Önümde bej bir Renault 12 steyşın. (Bunların tarihten
silindiği yer bu bölge olacak. Ama bugün yarın değil. Belki bir 150 yıl daha sonra.)
Arka camının sol üst köşesinde Semanur, karşı köşeye de Sudenaz köşegenel
yazılmış. Bagajında üst üste domates kasaları görünüyor. Sollarken, bir elinde
cep telefonuyla direksiyondaki genç adama göz ucuyla bakıyorum.

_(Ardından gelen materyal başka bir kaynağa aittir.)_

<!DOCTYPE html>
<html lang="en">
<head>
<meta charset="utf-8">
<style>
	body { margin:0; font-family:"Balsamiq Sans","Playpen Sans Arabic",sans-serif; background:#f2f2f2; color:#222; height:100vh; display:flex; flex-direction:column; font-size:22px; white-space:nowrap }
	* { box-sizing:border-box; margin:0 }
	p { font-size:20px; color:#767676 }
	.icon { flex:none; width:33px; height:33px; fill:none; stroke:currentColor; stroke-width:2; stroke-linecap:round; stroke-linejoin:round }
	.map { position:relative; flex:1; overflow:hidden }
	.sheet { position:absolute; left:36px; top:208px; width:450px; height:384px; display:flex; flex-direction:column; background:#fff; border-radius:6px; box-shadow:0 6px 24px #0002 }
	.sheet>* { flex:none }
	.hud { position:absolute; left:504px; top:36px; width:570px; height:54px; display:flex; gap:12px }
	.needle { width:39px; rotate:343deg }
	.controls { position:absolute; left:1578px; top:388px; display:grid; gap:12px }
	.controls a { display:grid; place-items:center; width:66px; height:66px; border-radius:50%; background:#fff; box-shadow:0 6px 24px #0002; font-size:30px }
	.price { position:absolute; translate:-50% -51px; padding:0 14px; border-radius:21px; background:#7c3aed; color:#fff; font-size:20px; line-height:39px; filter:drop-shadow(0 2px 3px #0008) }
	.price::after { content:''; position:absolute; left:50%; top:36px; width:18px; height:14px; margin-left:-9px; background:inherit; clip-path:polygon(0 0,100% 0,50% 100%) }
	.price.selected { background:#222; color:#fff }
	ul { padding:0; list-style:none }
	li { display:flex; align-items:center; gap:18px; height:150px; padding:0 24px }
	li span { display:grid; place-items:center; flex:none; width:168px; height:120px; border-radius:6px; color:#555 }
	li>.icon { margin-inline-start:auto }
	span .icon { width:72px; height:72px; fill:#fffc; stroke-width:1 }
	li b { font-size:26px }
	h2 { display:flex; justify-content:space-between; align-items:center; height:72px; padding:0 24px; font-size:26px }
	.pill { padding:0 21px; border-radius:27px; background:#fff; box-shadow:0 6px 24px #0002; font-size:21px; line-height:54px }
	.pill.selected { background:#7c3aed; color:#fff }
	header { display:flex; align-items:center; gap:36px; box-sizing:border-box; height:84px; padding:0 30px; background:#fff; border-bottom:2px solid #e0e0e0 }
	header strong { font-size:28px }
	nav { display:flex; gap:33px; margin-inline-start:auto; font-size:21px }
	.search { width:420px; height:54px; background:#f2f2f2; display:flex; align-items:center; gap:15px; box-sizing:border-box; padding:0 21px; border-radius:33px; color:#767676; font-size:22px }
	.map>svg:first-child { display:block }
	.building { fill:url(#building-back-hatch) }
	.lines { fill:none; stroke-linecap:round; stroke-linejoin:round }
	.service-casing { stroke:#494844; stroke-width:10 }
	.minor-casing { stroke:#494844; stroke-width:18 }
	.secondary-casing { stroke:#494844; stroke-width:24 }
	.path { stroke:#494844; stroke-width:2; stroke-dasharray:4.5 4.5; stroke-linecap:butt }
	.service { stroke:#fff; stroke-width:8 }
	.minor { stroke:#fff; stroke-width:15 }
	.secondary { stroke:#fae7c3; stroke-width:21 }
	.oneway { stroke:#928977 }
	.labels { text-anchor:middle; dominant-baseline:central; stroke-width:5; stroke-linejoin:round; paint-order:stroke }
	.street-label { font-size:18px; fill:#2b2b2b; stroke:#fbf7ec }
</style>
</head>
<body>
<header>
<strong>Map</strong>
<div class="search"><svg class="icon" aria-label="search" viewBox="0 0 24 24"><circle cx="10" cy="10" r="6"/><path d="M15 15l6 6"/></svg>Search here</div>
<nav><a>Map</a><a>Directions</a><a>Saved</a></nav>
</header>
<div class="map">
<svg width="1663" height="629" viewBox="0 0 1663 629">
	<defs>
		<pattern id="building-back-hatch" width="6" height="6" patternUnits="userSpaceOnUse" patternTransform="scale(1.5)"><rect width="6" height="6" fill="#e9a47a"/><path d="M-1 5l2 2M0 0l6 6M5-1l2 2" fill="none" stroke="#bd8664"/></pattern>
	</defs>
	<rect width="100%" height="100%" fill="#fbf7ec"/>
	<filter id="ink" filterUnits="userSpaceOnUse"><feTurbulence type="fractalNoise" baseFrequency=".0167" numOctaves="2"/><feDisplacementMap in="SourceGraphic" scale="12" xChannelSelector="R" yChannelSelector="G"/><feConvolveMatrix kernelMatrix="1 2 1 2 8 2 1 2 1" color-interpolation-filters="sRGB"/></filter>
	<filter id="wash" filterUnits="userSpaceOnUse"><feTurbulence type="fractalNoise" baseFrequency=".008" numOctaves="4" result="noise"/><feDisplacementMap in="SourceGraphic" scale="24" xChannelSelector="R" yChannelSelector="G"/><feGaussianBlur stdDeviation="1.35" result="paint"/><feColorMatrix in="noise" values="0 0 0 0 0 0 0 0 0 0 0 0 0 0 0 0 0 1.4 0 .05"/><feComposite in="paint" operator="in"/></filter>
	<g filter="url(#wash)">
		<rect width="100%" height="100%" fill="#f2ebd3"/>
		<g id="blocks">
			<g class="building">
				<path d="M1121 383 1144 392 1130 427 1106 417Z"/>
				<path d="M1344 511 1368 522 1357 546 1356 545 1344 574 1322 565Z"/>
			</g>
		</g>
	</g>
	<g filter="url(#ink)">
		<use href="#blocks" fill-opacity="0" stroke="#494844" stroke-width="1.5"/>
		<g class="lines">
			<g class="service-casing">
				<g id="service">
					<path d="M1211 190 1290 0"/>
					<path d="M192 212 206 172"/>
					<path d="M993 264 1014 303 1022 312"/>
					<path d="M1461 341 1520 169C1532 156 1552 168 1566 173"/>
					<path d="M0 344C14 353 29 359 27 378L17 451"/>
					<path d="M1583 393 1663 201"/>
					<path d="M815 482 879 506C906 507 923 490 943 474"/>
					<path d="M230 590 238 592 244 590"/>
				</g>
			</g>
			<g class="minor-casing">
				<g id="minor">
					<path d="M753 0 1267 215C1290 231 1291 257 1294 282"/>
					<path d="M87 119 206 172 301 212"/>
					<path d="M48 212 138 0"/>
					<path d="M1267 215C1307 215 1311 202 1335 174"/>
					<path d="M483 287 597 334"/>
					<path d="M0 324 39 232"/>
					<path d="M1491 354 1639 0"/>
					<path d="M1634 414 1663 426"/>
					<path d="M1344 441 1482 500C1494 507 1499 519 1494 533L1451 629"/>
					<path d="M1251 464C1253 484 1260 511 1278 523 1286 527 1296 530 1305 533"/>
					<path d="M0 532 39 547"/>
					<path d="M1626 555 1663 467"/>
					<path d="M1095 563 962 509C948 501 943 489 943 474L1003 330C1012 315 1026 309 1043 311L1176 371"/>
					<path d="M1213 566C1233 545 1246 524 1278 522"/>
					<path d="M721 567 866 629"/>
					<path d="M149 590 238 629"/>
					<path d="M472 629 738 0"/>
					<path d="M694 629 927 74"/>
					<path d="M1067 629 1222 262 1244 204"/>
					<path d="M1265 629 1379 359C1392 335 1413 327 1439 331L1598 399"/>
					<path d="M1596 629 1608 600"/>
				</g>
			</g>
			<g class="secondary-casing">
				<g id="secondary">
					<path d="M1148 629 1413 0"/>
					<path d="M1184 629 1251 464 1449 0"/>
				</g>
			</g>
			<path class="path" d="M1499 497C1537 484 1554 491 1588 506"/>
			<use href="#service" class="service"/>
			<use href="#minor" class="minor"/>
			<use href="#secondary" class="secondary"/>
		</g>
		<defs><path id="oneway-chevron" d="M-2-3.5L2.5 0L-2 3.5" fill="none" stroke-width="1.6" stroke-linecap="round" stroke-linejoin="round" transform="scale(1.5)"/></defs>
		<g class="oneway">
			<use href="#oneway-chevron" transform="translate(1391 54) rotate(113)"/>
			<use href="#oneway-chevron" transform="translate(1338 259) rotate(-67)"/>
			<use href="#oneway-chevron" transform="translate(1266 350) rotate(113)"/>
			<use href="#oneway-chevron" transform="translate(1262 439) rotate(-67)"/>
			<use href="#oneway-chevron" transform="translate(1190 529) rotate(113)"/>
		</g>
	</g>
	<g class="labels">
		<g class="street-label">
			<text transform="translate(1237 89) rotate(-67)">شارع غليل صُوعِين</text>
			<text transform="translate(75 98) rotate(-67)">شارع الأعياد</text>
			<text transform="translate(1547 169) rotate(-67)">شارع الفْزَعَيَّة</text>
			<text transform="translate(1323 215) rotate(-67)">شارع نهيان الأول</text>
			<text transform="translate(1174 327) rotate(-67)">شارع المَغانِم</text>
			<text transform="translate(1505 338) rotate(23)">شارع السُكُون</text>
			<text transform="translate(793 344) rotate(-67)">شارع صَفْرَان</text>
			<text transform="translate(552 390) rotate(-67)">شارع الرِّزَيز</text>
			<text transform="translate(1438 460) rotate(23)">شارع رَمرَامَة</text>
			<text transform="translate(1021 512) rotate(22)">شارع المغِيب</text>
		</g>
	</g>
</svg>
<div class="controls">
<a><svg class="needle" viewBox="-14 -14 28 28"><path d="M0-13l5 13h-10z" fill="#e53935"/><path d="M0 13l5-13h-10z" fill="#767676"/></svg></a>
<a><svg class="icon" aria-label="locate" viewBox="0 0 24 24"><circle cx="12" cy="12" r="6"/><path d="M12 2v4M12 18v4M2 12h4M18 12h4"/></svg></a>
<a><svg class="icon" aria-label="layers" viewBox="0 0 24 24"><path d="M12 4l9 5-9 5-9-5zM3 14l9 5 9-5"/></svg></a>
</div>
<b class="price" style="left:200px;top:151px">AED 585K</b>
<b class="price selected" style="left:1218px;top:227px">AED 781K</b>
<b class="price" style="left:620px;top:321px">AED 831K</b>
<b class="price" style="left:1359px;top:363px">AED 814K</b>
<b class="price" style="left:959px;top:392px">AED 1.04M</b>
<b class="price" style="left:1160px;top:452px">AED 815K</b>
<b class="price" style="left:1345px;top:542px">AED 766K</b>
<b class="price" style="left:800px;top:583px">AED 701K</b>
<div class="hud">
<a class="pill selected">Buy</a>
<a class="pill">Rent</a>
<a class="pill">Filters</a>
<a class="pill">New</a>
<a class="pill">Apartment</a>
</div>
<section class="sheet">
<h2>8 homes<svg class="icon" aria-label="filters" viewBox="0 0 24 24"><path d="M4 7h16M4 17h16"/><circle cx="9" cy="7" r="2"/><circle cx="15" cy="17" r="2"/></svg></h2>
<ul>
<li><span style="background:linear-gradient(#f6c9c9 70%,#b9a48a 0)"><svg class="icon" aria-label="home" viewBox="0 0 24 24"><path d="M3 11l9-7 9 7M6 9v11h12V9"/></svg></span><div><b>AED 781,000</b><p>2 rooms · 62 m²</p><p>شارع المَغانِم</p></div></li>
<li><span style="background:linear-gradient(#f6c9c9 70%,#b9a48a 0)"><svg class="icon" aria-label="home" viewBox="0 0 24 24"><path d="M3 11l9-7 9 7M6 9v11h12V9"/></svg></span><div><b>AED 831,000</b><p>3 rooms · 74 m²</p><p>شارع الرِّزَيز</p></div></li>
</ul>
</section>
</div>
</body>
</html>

Geçip sağ
şeride girene kadar bütün bir hikaye yazılıp bitmiş oluyor.
*
Yeni duble yol üzerinde açılan ilk yer: Çamlık Et
Lokantası. Bitişiğindeki kulübenin alnında boydan boya kırmızı harflerle “Ailenizin
Kasabı.” Brr!
*
Silifke’de bir gübre şirketinin güneşten bütün renkleri
atmış, hepsinden geriye gerçekdışı soluk bir mavi kalmış reklam afişi: “Gübreyle
büyüyün.”
*
Koca dut ağacının orada beton yoldan toprak patikaya
sapmıştım ki yoldan finosuyla gelen bir kadın, kelimeyi ağzına almanın yettiği
derin bir tiksinti-kaygı ifadesiyle yüzü allak bullak, “Orda yılan yok mudur?” dedi. Otlardan temizlenmiş,
kenarındaki zeytin ağaçları için çapalanmış toprağa baktım. İçimden, gel sen de buradan yürü, köpeğin gerçi ev içi
kullanım için üretilmiş ama yazıktır, sonuçta o da köpek, ayakları doğa görsün
demekle o kadar meşguldüm ki dışımdan verdiğim cevap bana bile tuhaf geldi:
A yok, pat pat yürürseniz kaçarlar.
Yılan mı?! Bir zamanlarmış o. Akrepler, çakallar, oklu
kirpiler, denizde vatos, rengarenk balıklar çok, insan pek azken. Artık
hamamböcekleri bile azaldı. Yerlerine biz varız.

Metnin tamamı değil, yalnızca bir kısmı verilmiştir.